As the holiday season is well and truly here, with most businesses having their Christmas parties this week, we decided that we should have some fun looking at the Christmas party personality and what happens when your colleagues leave the confines of your office and hit the party venue.
So go let off some steam, it’s been a tough year
Get on that dance floor, it’s time for some cheer!
But don’t go to crazy, for it is just one night
You don’t want to wake with a hangover fright!
So get the champagne flowing sit back and see who you can spot on the night of your Christmas party:
The life and soul of the party will think everyone is an extrovert too and will take it upon themselves to get everyone on the dance floor! These people although they can be tiring after a while, you need a couple in your business otherwise no one would get up and have a boogie!
Most likely to be drinking: A sparkling, glittery cocktail containing umbrella, sparkler and chunk of pineapple
Most likely to be heard saying: ‘Let’s get this party started… life’s too short to stay sitting down!’
The polar opposite to the extrovert, the idea of a loud busy party scares the heebie-jeebies out of them. They would rather stick pins in their eyes then be the first on the dance floor, and often need a few drinks to get them to relax.

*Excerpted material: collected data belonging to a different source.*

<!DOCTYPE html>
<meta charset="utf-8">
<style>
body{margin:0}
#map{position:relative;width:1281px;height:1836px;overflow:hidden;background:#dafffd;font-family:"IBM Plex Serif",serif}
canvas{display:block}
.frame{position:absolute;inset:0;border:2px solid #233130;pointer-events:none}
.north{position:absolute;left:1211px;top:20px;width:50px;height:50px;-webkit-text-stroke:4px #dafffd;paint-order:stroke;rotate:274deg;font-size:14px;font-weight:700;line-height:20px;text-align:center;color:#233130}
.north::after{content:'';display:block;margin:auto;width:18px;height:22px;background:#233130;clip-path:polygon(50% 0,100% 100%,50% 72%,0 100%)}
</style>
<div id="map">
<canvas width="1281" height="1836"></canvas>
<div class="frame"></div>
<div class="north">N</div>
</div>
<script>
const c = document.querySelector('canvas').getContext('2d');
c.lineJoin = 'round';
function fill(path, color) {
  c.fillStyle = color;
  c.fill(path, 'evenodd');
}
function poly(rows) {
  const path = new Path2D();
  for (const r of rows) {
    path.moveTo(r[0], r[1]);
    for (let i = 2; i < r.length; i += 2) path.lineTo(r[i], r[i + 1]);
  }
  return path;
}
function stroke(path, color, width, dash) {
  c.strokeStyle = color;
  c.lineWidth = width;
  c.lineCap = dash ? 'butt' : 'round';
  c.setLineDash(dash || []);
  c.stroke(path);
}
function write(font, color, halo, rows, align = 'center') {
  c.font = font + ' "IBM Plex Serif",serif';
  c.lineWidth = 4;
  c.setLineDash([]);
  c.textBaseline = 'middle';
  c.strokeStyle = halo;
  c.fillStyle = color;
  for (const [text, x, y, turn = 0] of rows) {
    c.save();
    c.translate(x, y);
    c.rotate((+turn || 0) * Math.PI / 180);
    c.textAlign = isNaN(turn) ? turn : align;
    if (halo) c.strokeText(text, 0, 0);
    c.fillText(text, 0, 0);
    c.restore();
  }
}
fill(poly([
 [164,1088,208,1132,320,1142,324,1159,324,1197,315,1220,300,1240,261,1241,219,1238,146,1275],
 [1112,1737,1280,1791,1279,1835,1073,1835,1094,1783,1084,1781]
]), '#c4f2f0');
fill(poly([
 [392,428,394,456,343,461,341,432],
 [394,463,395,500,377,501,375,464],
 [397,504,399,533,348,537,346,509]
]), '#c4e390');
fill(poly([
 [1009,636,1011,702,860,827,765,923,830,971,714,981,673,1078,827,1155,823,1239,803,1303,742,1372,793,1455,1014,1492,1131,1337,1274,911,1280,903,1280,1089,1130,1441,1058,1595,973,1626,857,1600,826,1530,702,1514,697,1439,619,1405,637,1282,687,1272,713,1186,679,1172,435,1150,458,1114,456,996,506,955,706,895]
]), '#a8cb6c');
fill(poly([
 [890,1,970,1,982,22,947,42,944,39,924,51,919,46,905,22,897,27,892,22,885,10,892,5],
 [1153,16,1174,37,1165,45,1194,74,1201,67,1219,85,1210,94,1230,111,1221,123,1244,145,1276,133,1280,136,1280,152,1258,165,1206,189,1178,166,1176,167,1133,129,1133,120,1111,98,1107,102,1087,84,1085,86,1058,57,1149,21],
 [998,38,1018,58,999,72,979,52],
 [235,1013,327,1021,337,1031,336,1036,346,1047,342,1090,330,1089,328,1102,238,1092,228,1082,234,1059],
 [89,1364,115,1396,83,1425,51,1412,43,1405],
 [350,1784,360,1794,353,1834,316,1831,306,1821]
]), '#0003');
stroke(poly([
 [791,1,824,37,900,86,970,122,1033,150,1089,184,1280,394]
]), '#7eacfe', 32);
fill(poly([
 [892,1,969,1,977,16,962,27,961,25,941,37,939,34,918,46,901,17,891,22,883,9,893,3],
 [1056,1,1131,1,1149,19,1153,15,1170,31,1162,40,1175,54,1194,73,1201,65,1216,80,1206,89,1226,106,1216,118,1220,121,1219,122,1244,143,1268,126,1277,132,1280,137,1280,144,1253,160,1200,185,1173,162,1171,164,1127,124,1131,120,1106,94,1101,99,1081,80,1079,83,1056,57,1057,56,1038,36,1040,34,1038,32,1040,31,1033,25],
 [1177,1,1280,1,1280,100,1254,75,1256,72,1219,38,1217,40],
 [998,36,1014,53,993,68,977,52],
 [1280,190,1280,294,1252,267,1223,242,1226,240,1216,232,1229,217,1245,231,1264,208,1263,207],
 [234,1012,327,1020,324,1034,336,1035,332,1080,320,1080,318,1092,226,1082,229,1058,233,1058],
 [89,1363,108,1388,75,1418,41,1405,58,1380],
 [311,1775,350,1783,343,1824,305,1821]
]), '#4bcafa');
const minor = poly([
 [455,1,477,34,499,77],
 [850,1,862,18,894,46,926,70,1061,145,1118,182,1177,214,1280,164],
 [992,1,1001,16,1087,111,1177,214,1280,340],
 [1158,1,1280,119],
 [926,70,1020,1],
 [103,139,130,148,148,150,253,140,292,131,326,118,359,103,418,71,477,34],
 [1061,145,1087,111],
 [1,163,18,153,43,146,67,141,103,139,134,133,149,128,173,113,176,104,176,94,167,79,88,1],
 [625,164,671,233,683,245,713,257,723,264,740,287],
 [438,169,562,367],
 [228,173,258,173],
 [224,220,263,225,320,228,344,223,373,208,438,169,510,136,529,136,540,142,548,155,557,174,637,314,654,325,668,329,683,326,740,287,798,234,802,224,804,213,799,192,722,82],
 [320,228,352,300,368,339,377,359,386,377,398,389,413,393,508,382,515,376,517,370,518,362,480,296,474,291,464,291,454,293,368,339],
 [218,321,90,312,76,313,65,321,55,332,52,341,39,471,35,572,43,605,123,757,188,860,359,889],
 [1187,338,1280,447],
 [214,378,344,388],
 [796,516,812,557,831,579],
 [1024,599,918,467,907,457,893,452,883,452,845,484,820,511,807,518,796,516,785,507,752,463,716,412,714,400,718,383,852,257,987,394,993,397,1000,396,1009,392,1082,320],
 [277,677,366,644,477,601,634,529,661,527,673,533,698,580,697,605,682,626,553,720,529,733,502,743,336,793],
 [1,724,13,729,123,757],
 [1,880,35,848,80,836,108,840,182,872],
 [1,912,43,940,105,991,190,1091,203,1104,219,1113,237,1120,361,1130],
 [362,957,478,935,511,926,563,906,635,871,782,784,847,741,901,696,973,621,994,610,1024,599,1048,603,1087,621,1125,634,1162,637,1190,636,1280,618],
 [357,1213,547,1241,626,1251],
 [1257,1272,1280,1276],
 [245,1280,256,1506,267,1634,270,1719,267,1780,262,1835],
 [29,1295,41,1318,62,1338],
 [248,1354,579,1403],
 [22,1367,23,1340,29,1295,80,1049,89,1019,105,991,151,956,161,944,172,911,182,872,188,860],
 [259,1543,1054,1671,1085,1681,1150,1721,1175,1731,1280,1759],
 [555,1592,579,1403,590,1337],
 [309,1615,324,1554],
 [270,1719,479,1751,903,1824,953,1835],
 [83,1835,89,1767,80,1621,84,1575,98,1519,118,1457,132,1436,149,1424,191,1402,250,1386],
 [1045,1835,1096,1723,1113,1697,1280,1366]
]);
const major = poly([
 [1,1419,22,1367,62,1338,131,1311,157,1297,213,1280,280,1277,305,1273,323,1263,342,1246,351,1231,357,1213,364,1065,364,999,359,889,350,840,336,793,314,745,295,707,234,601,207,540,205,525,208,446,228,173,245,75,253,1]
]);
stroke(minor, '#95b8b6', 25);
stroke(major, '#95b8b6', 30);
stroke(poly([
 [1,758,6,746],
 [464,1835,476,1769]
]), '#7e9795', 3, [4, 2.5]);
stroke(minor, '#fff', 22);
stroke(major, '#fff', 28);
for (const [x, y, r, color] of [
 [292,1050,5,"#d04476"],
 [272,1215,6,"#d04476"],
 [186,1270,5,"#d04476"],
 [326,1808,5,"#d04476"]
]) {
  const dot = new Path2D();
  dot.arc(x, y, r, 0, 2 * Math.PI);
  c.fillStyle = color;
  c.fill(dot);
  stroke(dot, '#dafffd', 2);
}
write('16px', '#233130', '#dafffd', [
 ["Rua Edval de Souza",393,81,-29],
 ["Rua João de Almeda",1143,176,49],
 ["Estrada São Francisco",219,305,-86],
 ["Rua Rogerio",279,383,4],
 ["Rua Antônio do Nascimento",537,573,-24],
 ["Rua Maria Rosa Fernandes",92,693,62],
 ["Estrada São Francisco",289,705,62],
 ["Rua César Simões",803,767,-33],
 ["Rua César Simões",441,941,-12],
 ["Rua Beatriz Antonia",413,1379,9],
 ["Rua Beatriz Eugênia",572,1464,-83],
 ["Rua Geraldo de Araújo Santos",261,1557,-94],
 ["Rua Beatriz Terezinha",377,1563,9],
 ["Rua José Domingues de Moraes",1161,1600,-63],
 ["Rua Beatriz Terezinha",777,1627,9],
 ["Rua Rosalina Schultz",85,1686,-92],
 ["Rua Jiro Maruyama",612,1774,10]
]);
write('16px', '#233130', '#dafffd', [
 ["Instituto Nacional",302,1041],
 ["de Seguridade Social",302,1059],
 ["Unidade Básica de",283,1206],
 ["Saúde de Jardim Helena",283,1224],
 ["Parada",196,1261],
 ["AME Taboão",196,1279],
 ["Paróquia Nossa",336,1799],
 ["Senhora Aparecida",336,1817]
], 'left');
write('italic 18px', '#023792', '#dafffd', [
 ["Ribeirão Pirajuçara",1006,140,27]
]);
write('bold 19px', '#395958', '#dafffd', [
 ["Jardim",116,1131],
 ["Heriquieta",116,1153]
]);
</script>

Be warned – do not sit these people next to extroverts – they will be petrified.
Most likely to be drinking: An unassuming, inconspicuous beer
Most likely to be heard saying: ‘I’m not a big fan of dancing, I’d much rather be with friends down the pub’
The over bearer
Consist mainly of newly single, divorced people, the ‘I’m free and can party like I want to with no one to answer to.’ They will pounce on any piece of eye candy they deem fit and prowl until they conquer! With these people – be wary!
Most likely to be drinking: Whatever you’re having!
Most likely to be heard saying: ‘Oh really?! I’m single too!’
These types of people don’t know how to let down their hair and have a good time. Every move is a political manoeuvre for their career. Making sure they get a word in the boss’ ear, speaking to the right people and pretending to drink with the crowd, but secretly nursing the same drink for 5 hours. They often seek out drunken bosses to find out more information than they would otherwise be privy to. They are great conversationalists, so if you’re stuck in a dull crowd at least you have someone who will know how to make small talk!
Most likely to be drinking: Sparkling water
Most likely to be heard saying: ‘So about the Anderson report’
The ‘I’m here just for work’ snob
Christmas parties often entail cheesy music and generic food and wine as events cater for the masses. It is inevitable with these people that nothing will be right, they attend because it is seen to be the right thing to do, but in their personal lives would never be seen dead drinking a bottle of Blossom Hill and eating some dry chicken wrapped in Parma ham – and they don’t mind telling you that either!!
Most likely to be drinking: Whatever the most expensive drink is
Most likely to be heard saying: ‘Oh gosh, I guess I’ll have a glass of that red, there isn’t really anything else I would have’
We hope you all have fabulous Christmas parties and enjoy spotting the office party personalities! Don’t forget to let us know what other personalities you find over the next couple of weeks.